Entrai a far parte di un gruppo scout Agesci a 8 anni. Una delle primissime cerimonie a cui partecipai fu la consegna del fazzolettone con i colori del mio gruppo: il capo fece due nodini alle estremità di questo importante simbolo, promemoria visivo delle buone azioni che avrei dovuto compiere quotidianamente per dimostrare di essere un bravo lupetto. Questo ricordo mi aiuta a sintetizzare un concetto fondamentale: non si può parlare di scoutismo senza parlare di servizio.
Uno scout, infatti, sa che il proprio compito è «fare del proprio meglio, essere sempre pronti a servire»: non a caso questa frase è l’insieme di tutti i motti delle tre “branche” (gruppi di fasce di età) esistenti nello scoutismo. Nella sua ultima lettera agli scout il fondatore del movimento Baden Powell riassunse così il tutto: «il vero modo di essere felici è di procurare felicità agli altri». Quindi, quando dopo 10 anni di scoutismo mi approcciai per la prima volta a Fede e Luce, mi sentivo adeguatamente preparato al servizio. La prima attività a cui ricordo di aver partecipato nella mia comunità fu una pizza serale fuori al ristorante. Non dovetti organizzare niente, mi venne semplicemente chiesto di andare a prendere un ragazzo a casa sua e riaccompagnarlo poi, niente di faticoso (anzi, avevo appena preso la patente, ogni occasione era buona per guidare). La serata si svolse piacevolmente e pigramente, tra chiacchiere e risate. Tornai a casa pensieroso, con molti dubbi che in poco tempo portarono a una realizzazione: tutto sommato non ero poi così preparato. Qualcosa sul servizio la dovevo ancora imparare.
La mia precedente esperienza di servizio era stata di aiuto ai capi dei lupetti: un anno a organizzare giochi, uscite e campi di varia lunghezza per 30 bambini urlanti. Un servizio intenso e faticoso ma con il vantaggio di avere sempre delle istruzioni chiare: pensa a questo, organizza quello, occupati di quest’altra cosa. Insomma, ero chiamato a fare. A Fede e Luce per tanto tempo non capii qual era la chiamata. Mi parlarono di amicizia, costruire legami e stare insieme ma poi ogni volta le casette mi lasciavano un vago senso di frustrazione: che avevamo fatto di utile quel giorno? Quando le avevo fatte le mie due buone azioni in quella manciata di ore che avevo spensieratamente passato a mangiare e cantare?

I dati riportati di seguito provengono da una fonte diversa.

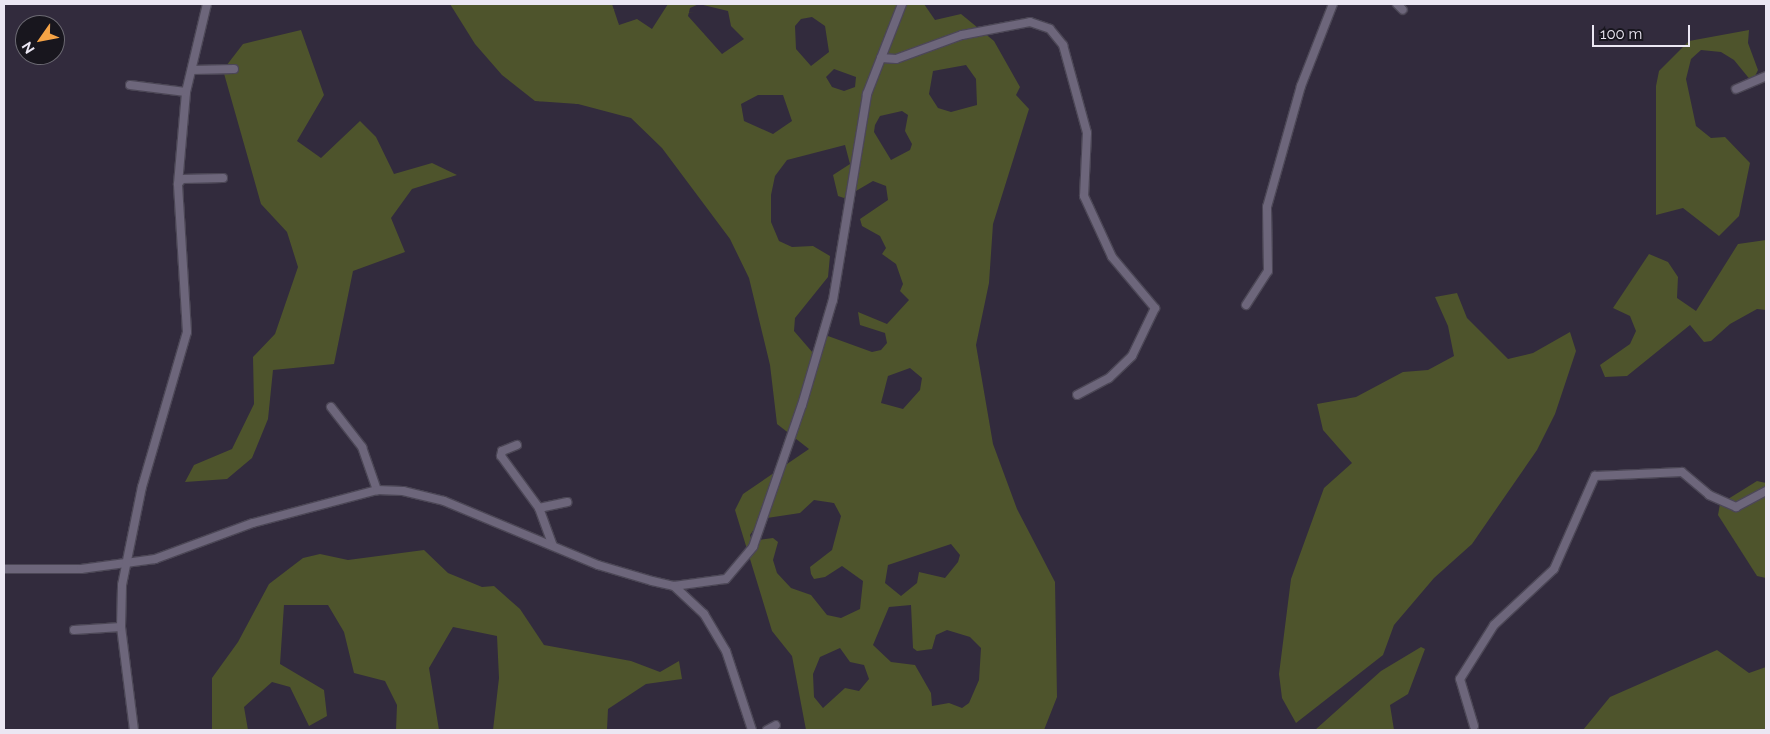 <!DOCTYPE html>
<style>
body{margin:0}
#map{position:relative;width:1770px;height:734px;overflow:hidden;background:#322b3d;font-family:Raleway,sans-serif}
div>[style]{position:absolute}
.green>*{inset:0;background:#4e542c}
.roads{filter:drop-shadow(1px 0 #4c4756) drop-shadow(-1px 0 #4c4756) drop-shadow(0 1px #4c4756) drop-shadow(0 -1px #4c4756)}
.minor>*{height:8px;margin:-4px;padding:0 4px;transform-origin:4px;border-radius:4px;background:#6d667b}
span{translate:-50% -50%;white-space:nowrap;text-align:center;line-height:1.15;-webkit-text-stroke:5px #18161e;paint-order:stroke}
.frame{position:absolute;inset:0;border:5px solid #ebe7f3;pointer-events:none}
.north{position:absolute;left:15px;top:15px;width:50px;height:50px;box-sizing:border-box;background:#18161e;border:1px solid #6c6a73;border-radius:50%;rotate:237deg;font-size:14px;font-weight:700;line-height:20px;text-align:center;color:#ebe7f3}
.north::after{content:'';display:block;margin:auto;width:18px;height:22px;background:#f5a346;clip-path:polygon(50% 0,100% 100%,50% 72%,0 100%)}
.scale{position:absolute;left:1592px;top:25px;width:98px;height:22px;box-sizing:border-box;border:2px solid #ebe7f3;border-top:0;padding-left:6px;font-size:15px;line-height:18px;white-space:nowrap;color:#ebe7f3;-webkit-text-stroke:4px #18161e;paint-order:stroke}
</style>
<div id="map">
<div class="green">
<i style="clip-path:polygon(evenodd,450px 4px,612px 4px,619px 25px,637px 19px,652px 29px,668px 4px,699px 4px,690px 8px,688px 16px,722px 54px,744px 39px,731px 26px,728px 11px,699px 4px,924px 4px,935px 20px,961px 14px,994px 41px,1020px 87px,1016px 95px,1029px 109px,993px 224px,989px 283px,976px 345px,993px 444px,1017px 509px,1055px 582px,1057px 697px,1044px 730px,806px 730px,792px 656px,772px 631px,735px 510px,743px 494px,809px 449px,777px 424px,770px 365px,749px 278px,730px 239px,662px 148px,631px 118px,578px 104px,535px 101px,502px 75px,475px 44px,450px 4px,812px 17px,825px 26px,829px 52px,811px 66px,796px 49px,795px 26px,801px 19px,812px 17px,450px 4px,966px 65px,976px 79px,977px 105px,951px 112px,938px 108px,929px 94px,933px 71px,966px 65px,450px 4px,834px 69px,856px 77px,855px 87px,844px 91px,832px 87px,826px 77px,834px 69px,450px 4px,758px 95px,783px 95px,792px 121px,773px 134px,744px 121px,741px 104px,758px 95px,450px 4px,902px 111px,908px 115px,905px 131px,912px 144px,910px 150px,891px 160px,874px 132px,875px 125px,880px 116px,902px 111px,450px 4px,845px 145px,850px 164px,833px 175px,838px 196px,844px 198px,873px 181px,886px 186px,888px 200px,860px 219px,862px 226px,880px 236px,886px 248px,882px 254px,896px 264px,903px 284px,900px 291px,909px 300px,887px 324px,858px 312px,860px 325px,885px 333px,887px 343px,881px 350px,872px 352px,828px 336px,813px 353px,794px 331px,795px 318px,828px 277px,830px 256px,813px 246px,792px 247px,779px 241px,771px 222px,771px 195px,775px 176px,787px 160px,845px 145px,450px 4px,910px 368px,922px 378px,920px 390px,903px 409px,881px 403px,888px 376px,910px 368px,450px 4px,814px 500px,834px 503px,841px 516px,832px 550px,810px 567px,811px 574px,814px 579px,825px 577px,842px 566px,863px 581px,860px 609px,841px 618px,827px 615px,811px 595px,791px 588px,777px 573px,773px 560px,778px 542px,773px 538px,752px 541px,750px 535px,761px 519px,800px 513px,814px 500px,450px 4px,951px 544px,960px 555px,958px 562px,945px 578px,919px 572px,917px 583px,901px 596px,885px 583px,888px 565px,951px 544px,450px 4px,911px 605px,913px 648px,917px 651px,932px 649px,936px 635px,947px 630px,970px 637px,981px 648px,979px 680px,969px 703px,962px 708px,949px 703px,932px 706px,931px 693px,915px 665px,891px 662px,873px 645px,889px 607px,911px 605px,450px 4px,840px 648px,850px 662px,864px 665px,869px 679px,859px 691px,845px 688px,823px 708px,814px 697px,813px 674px,820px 657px,840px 648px)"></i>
<i style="clip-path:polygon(301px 30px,324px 95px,297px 141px,321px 158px,360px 121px,376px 137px,394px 174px,432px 163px,457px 175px,412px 189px,391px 218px,405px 252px,353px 271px,334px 364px,273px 370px,268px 419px,252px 458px,227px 479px,185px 482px,194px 465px,232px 449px,254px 404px,253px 357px,275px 334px,298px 267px,287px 232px,261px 204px,223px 70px,243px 44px)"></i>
<i style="clip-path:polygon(1749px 30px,1748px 43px,1758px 70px,1752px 82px,1734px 60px,1721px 52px,1701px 50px,1691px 59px,1686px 79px,1696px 126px,1711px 138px,1725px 137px,1750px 163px,1739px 216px,1719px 236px,1683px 208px,1656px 215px,1656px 86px,1659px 71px,1689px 41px)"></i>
<i style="clip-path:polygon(1766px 240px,1766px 310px,1757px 309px,1730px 324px,1711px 341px,1704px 342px,1690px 325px,1627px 376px,1605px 377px,1600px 365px,1630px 344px,1636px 331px,1630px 316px,1613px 308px,1649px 254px,1668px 262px,1678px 277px,1677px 298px,1696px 311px,1738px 244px)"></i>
<i style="clip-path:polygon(1457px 293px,1467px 318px,1508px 359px,1533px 353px,1570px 332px,1576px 351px,1555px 414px,1537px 450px,1472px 544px,1434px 578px,1394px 625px,1383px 655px,1296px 723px,1282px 698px,1279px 674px,1291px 579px,1324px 488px,1352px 463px,1323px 430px,1317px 404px,1356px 397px,1403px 372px,1428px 370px,1454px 356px,1448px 326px,1435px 297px)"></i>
<i style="clip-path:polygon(1757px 481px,1766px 483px,1766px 578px,1757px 576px,1718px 515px,1720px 504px)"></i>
<i style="clip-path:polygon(424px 550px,448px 573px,482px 587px,494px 586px,520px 609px,544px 645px,631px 661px,660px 672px,679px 661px,682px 679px,646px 684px,608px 709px,607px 730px,493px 730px,499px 678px,497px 636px,453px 627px,429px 668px,439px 730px,396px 730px,397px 705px,385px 681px,354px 673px,344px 632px,328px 605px,284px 605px,280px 664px,324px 690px,327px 716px,309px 726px,290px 687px,272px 682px,244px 707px,248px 730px,212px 730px,212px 678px,238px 642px,269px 584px,303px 558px,320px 554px,348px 560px)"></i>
<i style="clip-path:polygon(1421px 647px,1425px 649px,1408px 694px,1390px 705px,1394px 730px,1315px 730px,1381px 671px)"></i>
<i style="clip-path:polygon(1717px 650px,1749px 673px,1766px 667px,1766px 730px,1583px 730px,1610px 697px)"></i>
</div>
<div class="roads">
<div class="minor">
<i style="left:1397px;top:4px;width:8px;rotate:45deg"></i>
<i style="left:881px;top:58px;width:15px;rotate:4deg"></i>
<i style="left:896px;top:59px;width:70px;rotate:-20deg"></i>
<i style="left:962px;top:35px;width:69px;rotate:-10.8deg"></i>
<i style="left:1030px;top:22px;width:21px;rotate:19deg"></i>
<i style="left:1050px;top:29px;width:21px;rotate:51deg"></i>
<i style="left:1063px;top:45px;width:91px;rotate:74.7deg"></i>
<i style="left:1087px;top:133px;width:63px;rotate:92.7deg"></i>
<i style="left:1084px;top:196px;width:67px;rotate:65.3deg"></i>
<i style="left:1112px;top:257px;width:67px;rotate:49.9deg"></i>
<i style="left:1155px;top:308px;width:53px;rotate:115.6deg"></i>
<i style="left:1132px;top:356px;width:32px;rotate:136deg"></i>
<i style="left:1109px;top:378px;width:36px;rotate:152deg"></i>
<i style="left:192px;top:70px;width:42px;rotate:-1.4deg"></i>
<i style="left:130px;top:85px;width:56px;rotate:7.1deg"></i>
<i style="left:1736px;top:89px;width:33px;rotate:-23deg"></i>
<i style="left:178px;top:184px;width:6px;rotate:-51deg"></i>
<i style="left:182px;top:179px;width:41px;rotate:-1.4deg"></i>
<i style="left:1246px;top:305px;width:40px;rotate:-57.1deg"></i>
<i style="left:1268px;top:271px;width:64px;rotate:-90.9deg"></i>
<i style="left:1267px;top:207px;width:126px;rotate:-74.3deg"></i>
<i style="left:1301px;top:86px;width:88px;rotate:-68.7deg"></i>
<i style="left:331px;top:407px;width:51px;rotate:52.2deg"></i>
<i style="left:362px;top:447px;width:46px;rotate:70.8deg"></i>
<i style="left:517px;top:445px;width:16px;rotate:158deg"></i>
<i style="left:502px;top:451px;width:5px;rotate:101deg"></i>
<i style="left:501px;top:456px;width:64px;rotate:53.8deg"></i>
<i style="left:539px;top:508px;width:40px;rotate:69.8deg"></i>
<i style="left:539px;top:508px;width:29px;rotate:-12deg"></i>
<i style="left:4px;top:569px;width:77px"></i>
<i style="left:81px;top:569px;width:75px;rotate:-7.7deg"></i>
<i style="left:155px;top:559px;width:104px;rotate:-20.2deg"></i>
<i style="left:253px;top:523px;width:128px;rotate:-14.9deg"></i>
<i style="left:377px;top:490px;width:26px;rotate:2deg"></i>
<i style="left:403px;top:491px;width:42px;rotate:13.7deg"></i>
<i style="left:444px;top:501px;width:167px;rotate:22.6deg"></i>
<i style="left:598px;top:565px;width:56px;rotate:16.5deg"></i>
<i style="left:652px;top:581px;width:23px;rotate:13deg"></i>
<i style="left:674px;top:586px;width:52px;rotate:-7.7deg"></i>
<i style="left:726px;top:579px;width:42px;rotate:-49.8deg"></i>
<i style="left:753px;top:547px;width:150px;rotate:-71deg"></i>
<i style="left:802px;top:405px;width:109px;rotate:-73.6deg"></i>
<i style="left:833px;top:300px;width:209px;rotate:-80.6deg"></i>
<i style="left:867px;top:94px;width:97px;rotate:-68.7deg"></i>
<i style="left:674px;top:586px;width:41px;rotate:43deg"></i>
<i style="left:704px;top:614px;width:43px;rotate:59.3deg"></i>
<i style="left:726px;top:651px;width:83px;rotate:71.8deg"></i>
<i style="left:74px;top:630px;width:47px;rotate:-3.7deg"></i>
<i style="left:1474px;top:726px;width:49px;rotate:-106.6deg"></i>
<i style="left:1460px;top:679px;width:64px;rotate:-57.8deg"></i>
<i style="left:1494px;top:625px;width:82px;rotate:-43deg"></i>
<i style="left:1554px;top:569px;width:102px;rotate:-66.2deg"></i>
<i style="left:1595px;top:476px;width:87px;rotate:-2.6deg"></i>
<i style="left:1682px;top:472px;width:35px;rotate:40deg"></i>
<i style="left:1709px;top:495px;width:30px;rotate:24deg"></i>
<i style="left:1736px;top:507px;width:34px;rotate:-28deg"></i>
<i style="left:134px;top:730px;width:104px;rotate:-97.2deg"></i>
<i style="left:121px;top:627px;width:42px;rotate:-88.6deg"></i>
<i style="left:122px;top:585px;width:100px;rotate:-78.5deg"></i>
<i style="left:142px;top:487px;width:161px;rotate:-73.8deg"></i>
<i style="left:187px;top:332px;width:148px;rotate:-93.5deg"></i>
<i style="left:178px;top:184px;width:92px;rotate:-85deg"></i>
<i style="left:186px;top:92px;width:90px;rotate:-76.6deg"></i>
<i style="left:767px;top:730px;width:10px;rotate:-29deg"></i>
</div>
</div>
<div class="frame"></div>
<div class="north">N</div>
<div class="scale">100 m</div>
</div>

A 20 anni conclusi il mio percorso scout con la cerimonia della Partenza: questa è sostanzialmente la presa di consapevolezza del singolo di essere in grado di proseguire il proprio cammino nella società da soli, manifestando nella vita di tutti i giorni lo stile maturato tramite l’esperienza scout. Fu il momento in cui smisi di fare gli scout e cominciai ad essere scout. Nel corso di quella cerimonia presentai alla comunità alcune scelte significative della mia vita effettuate alla luce degli insegnamenti della legge e promessa scout. Come scelta di servizio indicai Fede e Luce, perché è grazie a questa esperienza che scoprii la cosa più importante del servizio: è più importante esserci per qualcuno piuttosto che fare qualcosa per lui.
Non so dire di preciso quando e come sia arrivata questa svolta per me (a 20 anni quando presi la Partenza la intuivo ma non la capivo e accettavo fino in fondo). Non so se sia stato merito di una casetta particolarmente sentita o qualche ora illuminante passata insieme a qualche ragazzo, di parole sagge di un genitore o di discussioni accese con qualche amico. So solo che nel corso degli ultimi 15 anni di pizze, casette e pellegrinaggi ho cominciato a fare sempre di meno e ad essere sempre di più: essere amico, essere al servizio, esserci tutto quanto più possibile. Ogni tanto mi capita ancora di sentire quella vaga frustrazione che viscidamente si insinua tra i miei pensieri e mi sussurra all’orecchio: «non fai abbastanza». In quei momenti mi fermo un attimo e guardo i presenti: facendo questo mi tranquillizzo e mi ricordo che se io ci sono e gli altri ci sono, il più è fatto.